Tapi ia tidak mendengarkan kata-kataku. Ia menghiraukanku dan tetap berjalan mengambil boneka itu.
TIN!!..TIN!!..TIN!!~
Dengan suara klakson yang kencang, sebuah truk melaju kencang kearahnya.
"cici! Awas!! Pergi dari situ!!" Teriakku.. Tapi ia tidak mendengarkanku dan membungkuk untuk mengambil bonekanya.
"cici!! Minggirlah!!"
TIIIINNN!!!!..
"Braakkk!!!"
Itulah bagaimana dia pergi dariku. Pergi tanpa membuka kedua matanya untuk mengucapkan kata-kata terakhirnya kepadaku.

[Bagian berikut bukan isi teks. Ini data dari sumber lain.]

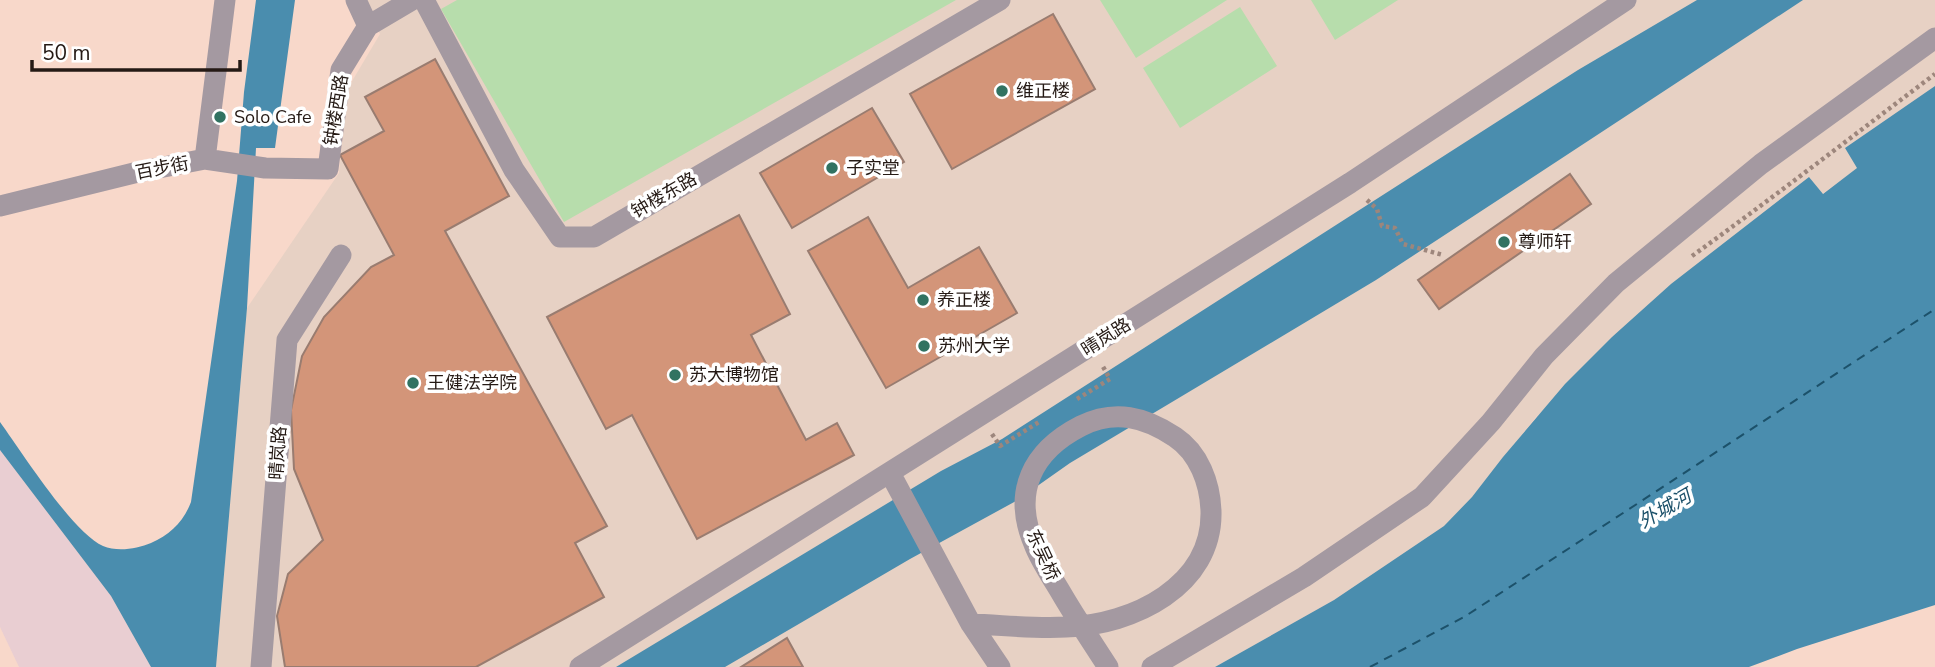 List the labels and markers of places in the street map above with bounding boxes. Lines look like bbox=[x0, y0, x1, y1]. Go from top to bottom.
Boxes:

Setelah hari itu, aku harus melewati hari-hariku dengan perasaan bersalah dan kesedihan akan kehilangan dirinya. Dan setelah melewati dua bulan seperti orang gila, aku mengambil boneka-bonekanya.
Boneka-boneka itu adalah satu-satunya peninggalan darinya untukku semenjak hari pertama kita berpacaran.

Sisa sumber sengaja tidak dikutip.